3.まるで恋のように

「私は一期一振です。弟達の面倒をずっと見ていてくれたのですね、ありがとうございます」

本当に有言実行してくれました。水色の綺麗な髪を靡かせ、優しい表情を浮かべる彼は藤四郎兄弟の兄であり、唯一の太刀。此方こそ来てくれてありがとうございます、と言い自己紹介をした。1軍の皆は怪我は少ししているけれど、皆生存している。本当に良かった、と思い皆を見つめ、ふと思った。

「大倶利伽羅さん……?」

「そういえば、帰還してすぐに自分の部屋の方に向かっていたよ」

「そうなんですか?わ、私も行きます。燭台切さん、ありがとうございます」

「馴れ合うつもりはないって言ってるけど、構ってあげたらきっと喜ぶから」

ね、とウインクをサラッと決める彼に思わず頬が赤くなった。ナチュラルにこんな事が出来る人はそうそういないだろう。まだ一期一振さんとも全然お話が出来ていないけれど、燭台切さんにこの場をお願いし、彼の部屋へと走り出す。少し息が切れた頃に、やっと彼の背中を見つけた。出陣前に見た背中とは違い、服は所々破けている。刀装も無い、まるでそのまま消えてしまいそうな背中が胸を苦しくさせた。

「っ大倶利伽羅さん!!」

「!?何だ、って……あんたか」

「………っ」

思い切り後ろから抱き付けば、彼の体温を感じた。ああ、彼はまだ生きている。大丈夫、大丈夫と自分に言い聞かせるも、僅かに震える手は服から離すことは出来なくて。怖くて目をぎゅっと瞑っていれば上から静かに溜め息が聞こえて、やっと今の自分の行動が理解出来た。や、ややややばい私なんて事をしているんだろう、でもまだ離れることもしたくないし、でもでも大倶利伽羅さん絶対怒ってる!!どうしよう、って頭で必死に考えている内に、静かに私の上に重なった手が、私の思考を全てストップさせた。

「お……くり、からさ…ん」

「……また、震えてんのか」

「だって、大倶利伽羅さん傷だらけで、でも、よかったあ……っ」

大倶利伽羅さんと会話する度に、どんどん安心する。やっとの思いで彼から離れた瞬間、去ったぬくもりが酷く恋しく感じた。涙は零れていないものの、零れる寸前まで溜まっていたから目は少し赤いだろう。でも今はそんな事気にならない。突然私がこんな事をするもんだから、流石に冷静な彼も戸惑っただろう。私に身体を向けてくれるものの、目線はどこかぎこちなく見える。そんな私も、つい先ほどまでの自分の行動で、恥ずかしい気持ちでいっぱいだった。

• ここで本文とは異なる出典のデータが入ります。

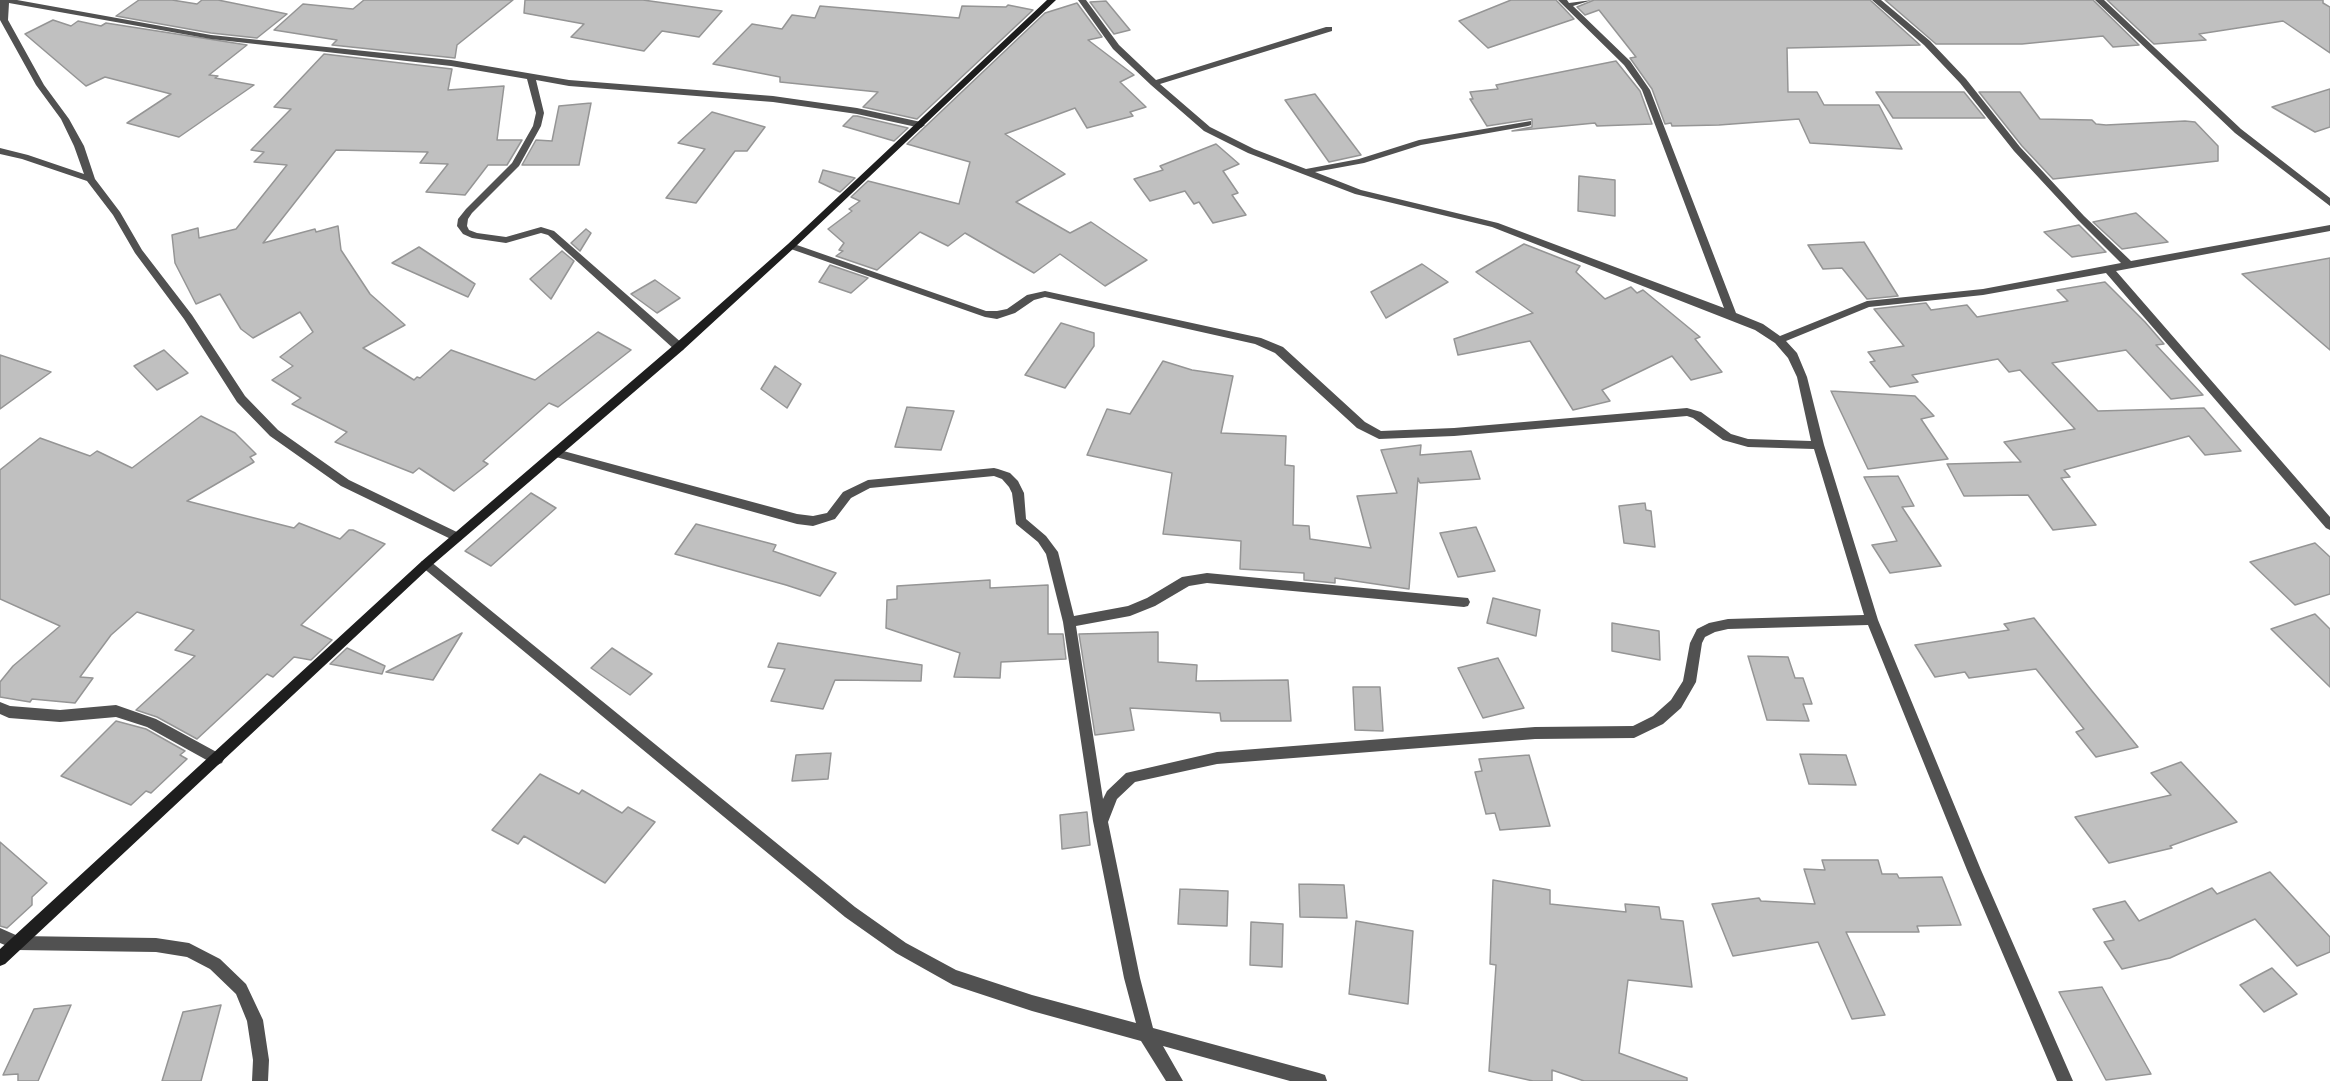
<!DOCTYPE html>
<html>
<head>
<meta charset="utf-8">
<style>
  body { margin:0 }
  canvas { display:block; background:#fff }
</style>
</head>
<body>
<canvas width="2330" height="1081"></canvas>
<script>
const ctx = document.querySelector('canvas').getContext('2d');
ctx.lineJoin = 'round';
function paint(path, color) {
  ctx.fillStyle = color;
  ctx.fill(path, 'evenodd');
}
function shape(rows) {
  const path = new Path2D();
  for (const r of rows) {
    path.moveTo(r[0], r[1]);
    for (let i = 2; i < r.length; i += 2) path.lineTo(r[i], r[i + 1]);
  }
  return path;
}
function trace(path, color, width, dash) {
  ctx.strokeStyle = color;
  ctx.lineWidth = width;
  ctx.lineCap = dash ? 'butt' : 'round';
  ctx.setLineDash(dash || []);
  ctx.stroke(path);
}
const building = shape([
  [139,0,172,0,197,4,202,0,218,0,287,14,257,38,211,33,116,16,139,0],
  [364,0,513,0,457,45,455,58,332,45,337,40,274,30,303,4,353,9,364,0],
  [525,0,643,0,722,11,699,37,662,31,644,51,571,37,584,24,524,13,525,0],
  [1511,0,1556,0,1574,19,1488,48,1459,21,1511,0],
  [1594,0,1870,0,1920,45,1787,48,1788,92,1817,92,1824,105,1879,105,1902,149,1810,143,1799,119,1719,125,1672,126,1671,123,1665,124,1652,89,1630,58,1636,57,1599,10,1585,15,1577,7,1594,0],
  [1885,0,2093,0,2139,45,2113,47,2103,36,2022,44,1936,44,1885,0],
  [2107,0,2323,0,2323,3,2330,7,2330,53,2283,21,2199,34,2206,40,2154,44,2107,0],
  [1106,1,1130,30,1114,34,1090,2,1106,1],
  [1077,3,1102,37,1088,40,1134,75,1120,82,1146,107,1130,112,1133,116,1087,128,1075,108,1005,134,1065,174,1016,202,1070,233,1091,222,1147,260,1105,286,1060,254,1034,273,965,233,948,246,920,232,877,270,836,256,843,251,839,250,844,243,828,229,852,211,849,209,860,201,851,197,868,181,959,204,970,162,907,144,1045,13,1077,3],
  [1008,5,1033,10,917,119,863,107,878,92,780,82,780,77,713,64,752,24,782,29,792,15,815,18,820,6,959,18,962,6,1006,7,1008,5],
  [53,20,71,26,78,21,101,26,106,23,247,45,209,75,218,76,215,78,254,85,179,137,127,123,171,94,105,77,86,86,25,34,53,20],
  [324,54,452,69,448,90,504,86,497,140,522,140,507,165,488,165,465,195,426,192,448,164,420,163,428,152,336,150,263,243,315,229,316,232,338,226,341,250,370,294,405,325,363,348,414,380,417,377,420,378,451,350,535,380,598,332,631,350,558,407,549,403,483,461,488,464,454,491,419,468,413,473,335,442,347,432,292,404,301,398,272,380,293,366,280,357,313,332,300,312,253,338,241,329,220,294,196,304,175,263,172,235,198,228,199,238,236,229,287,165,254,162,264,152,251,150,291,109,274,107,324,54],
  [1616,61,1640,91,1652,124,1597,126,1595,123,1512,131,1532,127,1532,119,1487,126,1470,99,1473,99,1470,92,1498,89,1496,85,1616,61],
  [2330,89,2330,127,2315,132,2272,107,2330,89],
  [1876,92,1964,92,1985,118,1893,118,1876,92],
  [1979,92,2020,92,2040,119,2092,120,2096,124,2106,125,2185,121,2195,122,2218,146,2218,161,2053,179,2022,146,1979,92],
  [1315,94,1361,155,1329,162,1285,100,1315,94],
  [591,103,579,165,522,165,536,140,552,141,559,106,591,103],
  [712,112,765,127,747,151,735,151,696,203,666,198,705,149,678,143,712,112],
  [853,116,857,116,908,128,894,141,843,126,853,116],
  [1216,144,1239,164,1223,171,1238,193,1232,195,1246,215,1213,223,1199,202,1194,204,1185,191,1150,201,1134,179,1163,170,1160,166,1216,144],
  [823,170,855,178,840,192,819,182,823,170],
  [1579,176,1615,180,1615,216,1578,211,1579,176],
  [2136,213,2168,242,2122,249,2093,222,2136,213],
  [2079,225,2106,252,2072,257,2044,232,2079,225],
  [586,229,591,233,580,251,571,243,586,229],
  [1864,242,1898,296,1867,299,1842,268,1823,269,1808,245,1864,242],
  [1524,244,1580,266,1576,272,1605,299,1631,287,1637,293,1643,290,1700,337,1695,339,1722,372,1691,380,1672,356,1602,390,1610,401,1573,410,1530,341,1458,355,1454,339,1533,313,1476,272,1524,244],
  [419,247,475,284,468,297,392,263,419,247],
  [562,251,574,261,551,299,530,279,562,251],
  [2330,258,2330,350,2242,274,2330,258],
  [1422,264,1448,282,1386,318,1371,292,1422,264],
  [830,265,868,278,851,293,819,282,830,265],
  [655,280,680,298,657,313,631,294,655,280],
  [2105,282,2145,322,2164,344,2156,345,2203,395,2171,399,2126,350,2052,363,2098,411,2204,408,2241,451,2205,455,2189,436,2064,470,2070,477,2061,478,2096,525,2053,530,2028,495,1964,496,1947,464,2021,462,2004,442,2075,429,2020,370,2009,372,1998,359,1912,375,1918,382,1890,387,1870,362,1875,361,1868,352,1904,346,1874,309,1926,303,1931,310,1967,305,1977,317,2068,301,2057,290,2105,282],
  [1061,323,1094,333,1094,346,1065,388,1025,375,1061,323],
  [164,350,188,373,157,390,134,366,164,350],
  [0,355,51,372,0,409,0,355],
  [1163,361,1192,370,1233,376,1221,433,1286,436,1285,465,1294,466,1293,525,1309,526,1310,539,1371,548,1357,496,1397,493,1381,450,1421,445,1420,455,1471,451,1480,479,1420,483,1418,478,1409,589,1335,578,1335,583,1304,580,1304,573,1240,569,1241,541,1163,534,1172,473,1087,455,1107,409,1130,414,1163,361],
  [775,366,801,384,787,408,761,389,775,366],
  [1831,391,1915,396,1934,416,1921,419,1948,459,1868,469,1831,391],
  [907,407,954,411,941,450,895,447,907,407],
  [201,416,235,433,256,454,250,457,254,462,187,501,294,528,299,523,340,539,349,530,353,530,385,544,301,625,332,640,311,660,294,657,273,677,267,674,197,739,157,717,136,710,195,656,175,650,194,630,137,612,111,635,80,677,93,678,75,703,32,699,30,702,0,697,0,682,13,666,60,626,0,599,0,470,40,438,90,456,97,451,132,468,201,416],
  [1898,476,1914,506,1902,507,1941,566,1890,573,1872,545,1897,541,1864,477,1898,476],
  [531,493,556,508,491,566,465,551,531,493],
  [1645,503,1646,510,1651,511,1655,547,1624,543,1619,506,1645,503],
  [696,524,776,545,773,551,836,573,820,596,786,585,675,554,696,524],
  [1476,527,1495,571,1458,577,1440,533,1476,527],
  [2315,543,2330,557,2330,594,2295,605,2250,562,2315,543],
  [990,580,990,588,1048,585,1048,634,1063,634,1066,659,1001,662,1000,678,954,677,960,653,886,628,887,600,897,599,897,586,990,580],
  [1493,598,1540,610,1536,636,1487,623,1493,598],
  [2315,614,2330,629,2330,687,2271,629,2315,614],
  [2034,618,2092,691,2138,747,2096,757,2076,732,2084,729,2036,669,1969,678,1965,672,1935,677,1915,645,2009,630,2004,624,2034,618],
  [1612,623,1659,631,1660,660,1612,651,1612,623],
  [1158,632,1158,662,1197,665,1196,681,1288,680,1291,721,1221,721,1220,713,1130,708,1134,730,1095,735,1079,634,1158,632],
  [462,633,433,680,386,672,462,633],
  [778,643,922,665,921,681,835,680,823,709,771,701,785,669,768,667,778,643],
  [347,648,385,666,382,674,330,664,347,648],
  [612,648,652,674,630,695,591,668,612,648],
  [1748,656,1788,657,1795,678,1803,678,1812,704,1803,704,1809,721,1767,720,1748,656],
  [1498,658,1524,708,1483,718,1458,668,1498,658],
  [1353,687,1380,687,1383,731,1355,730,1353,687],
  [116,721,146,729,185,751,180,755,187,759,151,793,146,791,131,805,61,776,116,721],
  [831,753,828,779,792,781,796,755,831,753],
  [1800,754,1846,755,1856,785,1809,784,1800,754],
  [1529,755,1550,826,1500,830,1495,813,1486,814,1475,772,1482,771,1479,759,1529,755],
  [2181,762,2237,822,2170,846,2172,848,2109,863,2075,817,2171,795,2151,773,2181,762],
  [540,774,579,794,582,790,622,813,628,807,655,822,605,883,524,836,518,844,492,830,540,774],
  [1087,812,1090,845,1062,849,1060,815,1087,812],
  [0,842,47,883,32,897,32,905,7,928,0,926,0,842],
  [1822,860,1878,860,1882,874,1897,874,1899,878,1942,877,1961,925,1917,926,1919,932,1846,932,1885,1015,1852,1019,1818,942,1733,956,1712,904,1759,898,1761,901,1815,904,1804,869,1825,870,1822,860],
  [2270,872,2330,937,2330,952,2297,966,2255,919,2170,958,2122,969,2104,942,2114,940,2093,909,2125,901,2139,921,2212,888,2217,894,2270,872],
  [1493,880,1550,890,1550,904,1626,912,1625,904,1659,907,1661,919,1683,921,1692,987,1628,980,1619,1053,1687,1078,1687,1081,1584,1081,1552,1070,1552,1081,1533,1081,1489,1071,1496,965,1490,964,1493,880],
  [1299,884,1344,885,1347,918,1300,917,1299,884],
  [1180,889,1228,891,1227,926,1178,924,1180,889],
  [1356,921,1413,931,1408,1004,1349,994,1356,921],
  [1251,922,1283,924,1282,967,1250,965,1251,922],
  [2272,968,2297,994,2264,1012,2240,985,2272,968],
  [2102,987,2151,1074,2106,1080,2059,992,2102,987],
  [71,1005,38,1081,18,1081,18,1074,3,1075,34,1009,71,1005],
  [221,1005,201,1081,162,1081,183,1012,221,1005]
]);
paint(building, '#c0c0c0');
trace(building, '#959595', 1.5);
paint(shape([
  [0,0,17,0,211,35,451,60,569,80,773,96,857,108,921,122,925,125,921,128,857,114,773,102,569,86,536,80,544,113,541,126,519,166,472,213,468,219,467,226,469,230,477,233,506,237,541,227,554,231,683,344,684,347,683,350,679,351,675,350,548,235,541,233,506,243,472,238,463,234,457,226,458,219,466,209,512,163,533,126,536,113,527,79,451,66,211,39,9,3,8,20,44,85,69,119,84,146,95,179,120,212,142,250,192,315,245,396,278,430,349,480,461,534,463,537,461,540,457,542,341,486,270,436,237,402,184,319,135,253,113,215,87,181,22,159,0,154,0,148,28,155,84,174,74,146,61,119,36,85,0,20,0,0],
  [1078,0,1086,0,1119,45,1156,80,1326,27,1332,27,1332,31,1160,84,1210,127,1254,149,1306,169,1359,159,1419,140,1531,121,1531,125,1528,126,1421,145,1364,163,1315,172,1361,190,1498,223,1724,308,1642,90,1624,65,1558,0,1567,0,1569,3,1592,0,1573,6,1630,61,1650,90,1736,313,1763,324,1780,336,1867,301,1983,289,2121,263,2078,220,2014,151,1960,83,1924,45,1872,0,1881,0,1930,41,1966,79,2020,147,2084,216,2131,261,2330,225,2330,231,2116,271,2330,517,2330,530,2326,528,2106,273,1983,295,1869,307,1786,341,1797,353,1807,377,1824,445,1878,620,1981,870,2073,1081,2057,1081,1967,870,1868,625,1728,629,1715,632,1705,637,1702,643,1696,682,1681,708,1663,724,1634,738,1535,739,1217,764,1135,782,1117,799,1108,822,1140,978,1153,1028,1319,1073,1325,1075,1327,1081,1290,1081,1163,1046,1183,1081,1166,1081,1141,1041,1032,1011,953,985,896,953,845,917,422,567,420,564,422,561,430,561,855,907,906,943,956,970,1032,995,1136,1023,1124,978,1093,821,1063,622,1046,554,1038,542,1016,524,1012,493,1009,487,1002,479,994,476,870,488,851,498,835,519,813,526,797,524,556,457,550,453,552,450,556,449,797,514,813,516,827,513,843,492,868,480,994,468,998,469,1010,473,1018,481,1024,493,1026,519,1046,536,1058,552,1074,616,1128,606,1147,598,1182,577,1207,573,1468,598,1470,602,1468,606,1464,607,1207,583,1189,586,1155,606,1130,616,1076,626,1103,799,1107,791,1126,773,1217,752,1535,727,1633,726,1653,716,1671,700,1683,681,1690,643,1697,629,1709,623,1728,619,1864,615,1814,449,1748,447,1723,440,1693,418,1687,416,1454,436,1379,439,1357,428,1275,353,1255,344,1045,297,1034,300,1015,313,997,319,985,317,788,248,788,244,794,244,986,311,997,311,1007,309,1027,295,1045,291,1261,338,1283,347,1365,422,1381,431,1454,428,1687,408,1701,412,1731,434,1748,439,1811,441,1797,377,1788,358,1775,343,1755,330,1492,227,1355,194,1248,153,1204,131,1151,85,1113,49,1078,0],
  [2095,0,2104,0,2241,129,2330,198,2330,206,2235,133,2095,0],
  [0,702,10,706,60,710,116,705,156,719,222,755,224,759,222,763,217,765,212,763,147,727,116,717,60,722,9,718,0,714,0,702],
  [0,928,18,936,156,938,189,943,220,959,246,984,263,1020,269,1060,268,1081,252,1081,253,1060,247,1021,236,994,210,969,187,957,156,952,17,950,0,943,0,928]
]), '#515151');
paint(shape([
  [1047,0,1056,0,794,248,683,350,430,567,5,964,0,966,0,949,422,561,675,344,788,244,1047,0]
]), '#1e1e1e');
</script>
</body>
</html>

「あ、あの、とりあえず手当と着替え、しましょう。それから、」

「おい」

「はい!!」

「…受け取れよ」

「え?っわ!?」

片手に持っていた資材の入った袋を突然私に押し付ける。どっしりと重みのある資材はかなりの量と見れる。鶴丸さん達は一期一振さんを連れてきてくれて、大倶利伽羅さんは皆を守りながら資材までちゃっかり持ってきてくれて。ああもう、どんどん胸が苦しくなるよ。

「……えへへ」

「何で笑う」

「皆さん優しいなあって。あっそれと、大倶利伽羅さんにまだ言ってない事があるんです」




(おかえりなさい!)

「やっぱり此処にいたんだね」

「燭台切さん!」

「ちゃんと資材も渡せたみたいだな、うんうん、良かった」

「その顔、気持ち悪いぞ」

「それはちょっと言い過ぎじゃないですか…!?ああっ燭台切さん落ち込まないで!」

そうやって慌てている姿は、あいつらに普段見せているものだ。だが、さっきあんたが俺に見せた顔は俺も初めてだった。さっき見せた顔を、もう一回見せてくれよ、この俺に。